SOURCE DATA:
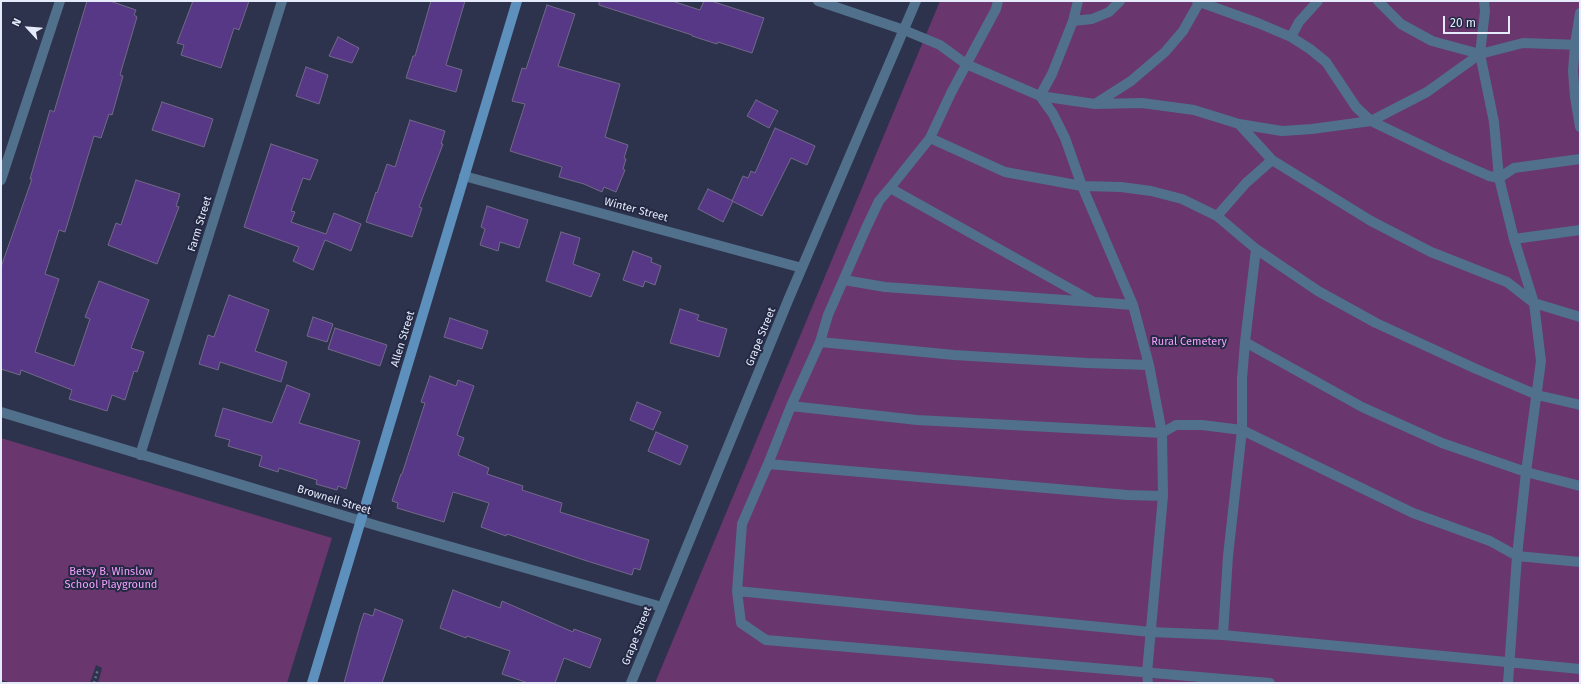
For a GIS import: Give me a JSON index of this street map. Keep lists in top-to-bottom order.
{
  "streets": {
    "street": [
      "Winter Street",
      "Farm Street",
      "Grape Street",
      "Allen Street",
      "Brownell Street"
    ]
  },
  "crossings": [
    ["Winter Street", "Grape Street"],
    ["Winter Street", "Allen Street"],
    ["Farm Street", "Brownell Street"],
    ["Grape Street", "Brownell Street"],
    ["Allen Street", "Brownell Street"]
  ],
  "parks": ["Rural Cemetery", "Betsy B. Winslow School Playground"],
  "scale_bar": "20 m",
  "north": "top left"
}
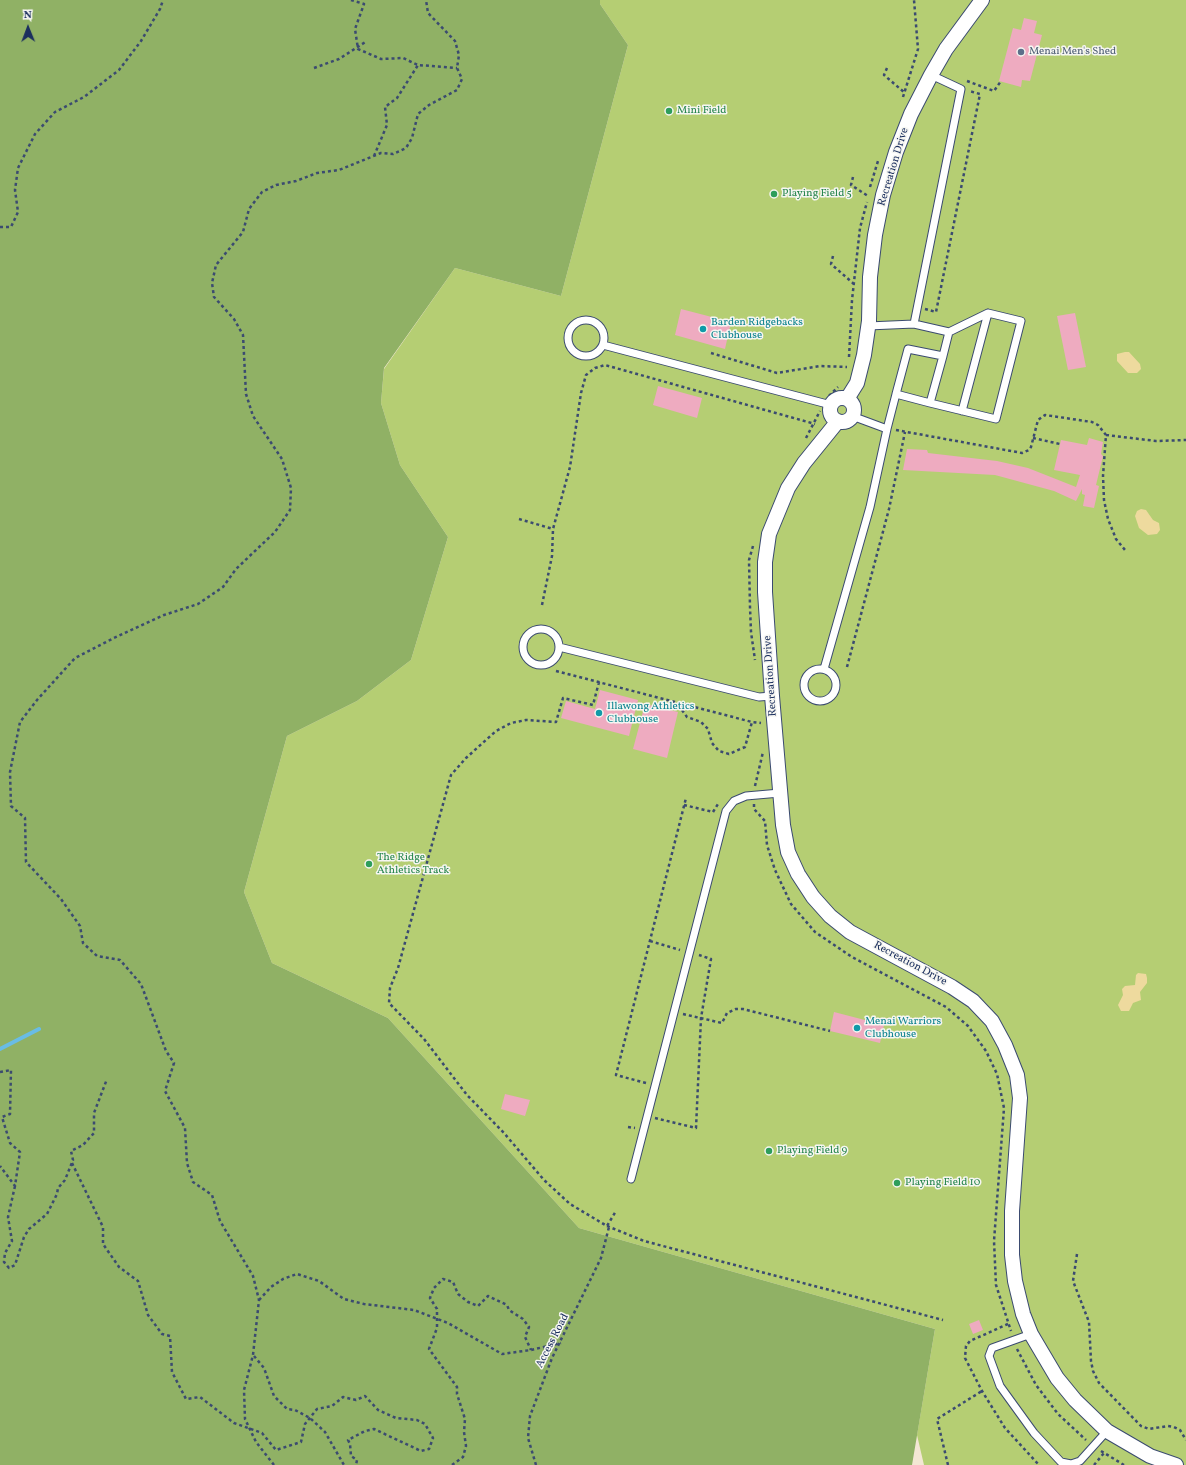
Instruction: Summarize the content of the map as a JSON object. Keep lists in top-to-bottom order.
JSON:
{
  "streets": {
    "street": ["Recreation Drive"],
    "path": ["Access Road"]
  },
  "places": [
    "Menai Men's Shed",
    "Mini Field",
    "Playing Field 5",
    "Barden Ridgebacks Clubhouse",
    "Illawong Athletics Clubhouse",
    "The Ridge Athletics Track",
    "Menai Warriors Clubhouse",
    "Playing Field 9",
    "Playing Field 10"
  ],
  "north": "top"
}
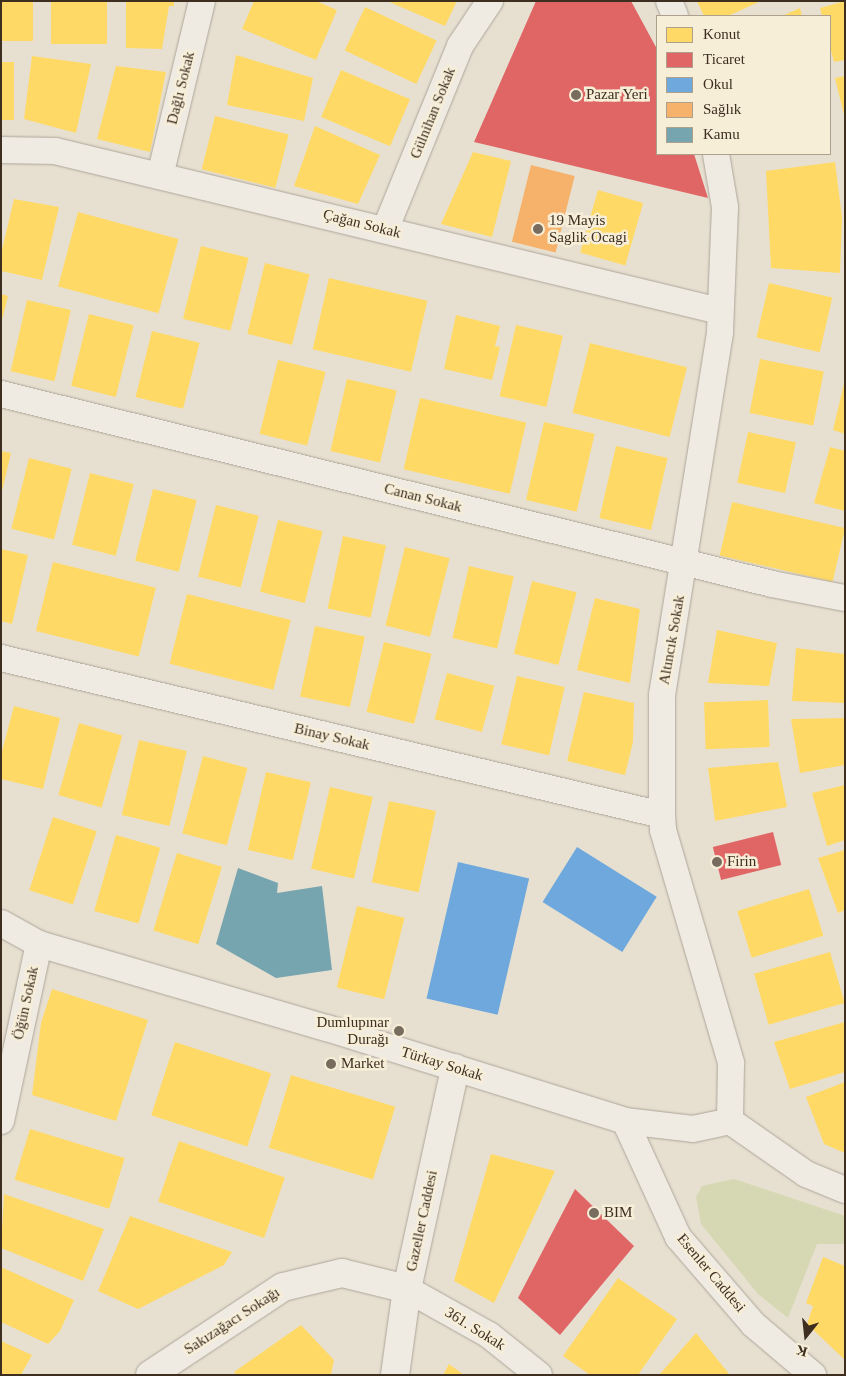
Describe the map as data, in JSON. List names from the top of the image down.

TASK REQUIREMENTS: Pictures in the records above should not be copied. Repeat everything else exactly.

ANSWER SECTION:
For a GIS import: Give me a JSON index of this street map. Keep lists in top-to-bottom order.
{
  "streets": {
    "street": [
      "Winter Street",
      "Farm Street",
      "Grape Street",
      "Allen Street",
      "Brownell Street"
    ]
  },
  "crossings": [
    ["Winter Street", "Grape Street"],
    ["Winter Street", "Allen Street"],
    ["Farm Street", "Brownell Street"],
    ["Grape Street", "Brownell Street"],
    ["Allen Street", "Brownell Street"]
  ],
  "parks": ["Rural Cemetery", "Betsy B. Winslow School Playground"],
  "scale_bar": "20 m",
  "north": "top left"
}
Instruction: Summarize the content of the map as a JSON object. Keep lists in top-to-bottom order.
JSON:
{
  "streets": {
    "street": ["Recreation Drive"],
    "path": ["Access Road"]
  },
  "places": [
    "Menai Men's Shed",
    "Mini Field",
    "Playing Field 5",
    "Barden Ridgebacks Clubhouse",
    "Illawong Athletics Clubhouse",
    "The Ridge Athletics Track",
    "Menai Warriors Clubhouse",
    "Playing Field 9",
    "Playing Field 10"
  ],
  "north": "top"
}
Describe the map as data, in JSON. List names from the top of the image down.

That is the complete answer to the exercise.